If so, what needs to be done to encourage their participation?
I am one of the organizers of Space Apps Ottawa, the local version of the NASA Space Apps Hackathon. In a 48-hour period, participants address challenges using publicly-available space-based data (and the resulting solution is often working software). I believe strong grassroots efforts are needed to encourage our students and software developers to build software applications using space-based data. These initiatives will build an important bridge to the future downstream industry.

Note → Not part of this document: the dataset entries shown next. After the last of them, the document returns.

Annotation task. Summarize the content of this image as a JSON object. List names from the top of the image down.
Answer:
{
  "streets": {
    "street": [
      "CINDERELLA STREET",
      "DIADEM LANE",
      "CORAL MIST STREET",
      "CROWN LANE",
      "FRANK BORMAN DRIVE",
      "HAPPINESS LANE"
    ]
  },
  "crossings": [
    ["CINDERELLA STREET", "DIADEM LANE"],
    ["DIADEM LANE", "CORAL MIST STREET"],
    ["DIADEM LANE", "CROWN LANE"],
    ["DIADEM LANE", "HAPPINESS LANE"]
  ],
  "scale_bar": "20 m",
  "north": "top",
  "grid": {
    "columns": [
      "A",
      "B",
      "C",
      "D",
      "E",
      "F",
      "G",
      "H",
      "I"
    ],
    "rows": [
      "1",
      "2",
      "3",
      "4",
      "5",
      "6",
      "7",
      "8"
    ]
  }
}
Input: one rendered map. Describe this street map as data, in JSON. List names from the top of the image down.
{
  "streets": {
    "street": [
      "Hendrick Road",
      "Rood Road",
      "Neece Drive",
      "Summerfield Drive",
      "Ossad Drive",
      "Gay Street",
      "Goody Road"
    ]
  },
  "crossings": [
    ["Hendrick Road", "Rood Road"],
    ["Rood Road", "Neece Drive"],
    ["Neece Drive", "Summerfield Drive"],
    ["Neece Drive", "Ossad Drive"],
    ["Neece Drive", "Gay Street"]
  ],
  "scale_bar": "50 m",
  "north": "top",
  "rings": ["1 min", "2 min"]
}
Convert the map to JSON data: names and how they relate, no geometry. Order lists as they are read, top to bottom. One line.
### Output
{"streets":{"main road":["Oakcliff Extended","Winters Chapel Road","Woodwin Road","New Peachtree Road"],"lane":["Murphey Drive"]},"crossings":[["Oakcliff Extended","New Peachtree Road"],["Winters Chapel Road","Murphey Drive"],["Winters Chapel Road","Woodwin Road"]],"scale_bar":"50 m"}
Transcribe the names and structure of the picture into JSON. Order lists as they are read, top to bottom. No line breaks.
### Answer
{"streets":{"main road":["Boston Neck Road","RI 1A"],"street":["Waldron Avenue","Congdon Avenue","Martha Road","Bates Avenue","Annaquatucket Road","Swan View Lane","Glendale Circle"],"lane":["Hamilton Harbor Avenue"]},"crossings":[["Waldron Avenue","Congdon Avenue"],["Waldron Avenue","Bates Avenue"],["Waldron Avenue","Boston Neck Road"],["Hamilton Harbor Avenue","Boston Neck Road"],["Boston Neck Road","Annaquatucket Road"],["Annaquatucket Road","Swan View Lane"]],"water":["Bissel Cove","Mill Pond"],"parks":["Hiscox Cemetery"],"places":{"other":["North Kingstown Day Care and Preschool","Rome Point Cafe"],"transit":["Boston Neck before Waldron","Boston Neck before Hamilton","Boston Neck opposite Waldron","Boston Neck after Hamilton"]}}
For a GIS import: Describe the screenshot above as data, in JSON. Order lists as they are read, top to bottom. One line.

Canada Space Agency and our Natural Resources Canada department provided a great deal of support to our event this year. This included posing some interesting challenges, and providing us not only with some of their satellite data sets but with sustained technical support and subject matter expertise. Perhaps this is an area where Canada can reassert itself in the space industry.
The level of Canadian government participation this year is a very positive sign, because currently downstream users need that to navigate some very complicated waters.
Rocks Ahoy
Although I don’t work in the space industry, I’ve started writing experimental web software using some of the Canadian satellite data sets. Right now that is a complicated and frustrating process. I’ve had to spend a lot of time asking around the space industry to even determine what’s available, and then perform various unsupported software experiments to learn the “art of the possible”.
Currently there isn’t one specific place to access Canadian government satellite data, and the policies and timings around making it available to Canadians seem to be in flux. In order to improve that, the Canadian government could:
- Centralize the hosting of its Earth Observation and satellite telemetry data
- Provide samples of proprietary datasets in formats that software developers can use. This will allow businesses tp experiment with non-public datasets quickly and cheaply, before deciding whether to purchase
- Provide reduced licensing fees for students, not-for-profits, and startups
- Wherever possible, make satellite data available under the permissive Open Government license. Make this a fast and transparent process.
- Whether the data is open or not, allow automated system-level access via an industry standard (RESTful API) so software of all types can quickly download it without human intervention
- Provide a service desk that can assist with technical and business support, 24×7. This would range from user self-service (after hours) to incident responses according to some service level agreements. Businesses needing critical support would be able to pay for that level of service, while less-critical support levels would be inexpensive or even free
- Provide a developer portal for government space data, including sandboxes, API keys, and a metered amount of calls per month, with comprehensive documentation and examples
- Provide a software development kit in multiple popular software development languages, including python, .NET and Java
- Provide source control access to the code utilities and data via Github or similar.
- Provide a curated software app marketplace so consultants, independent software vendors, and satcom providers can publish their algorithms, software products, and value-added services easily and widely, just like on a Shopify site (heck, hire Shopify to do it!)
- Publish a roadmap of feature, data-set, and service availability, to help businesses plan ahead.
These are some of the steps that will smooth out the rough downstream waters, and unlock the vast potential of this downstream software development market, which will directly affect Canadian citizens in the coming years.
There’s a famous saying: “Software is eating the world”. Well, software is going to eat the universe too!
Let’s at least make space data easy to digest.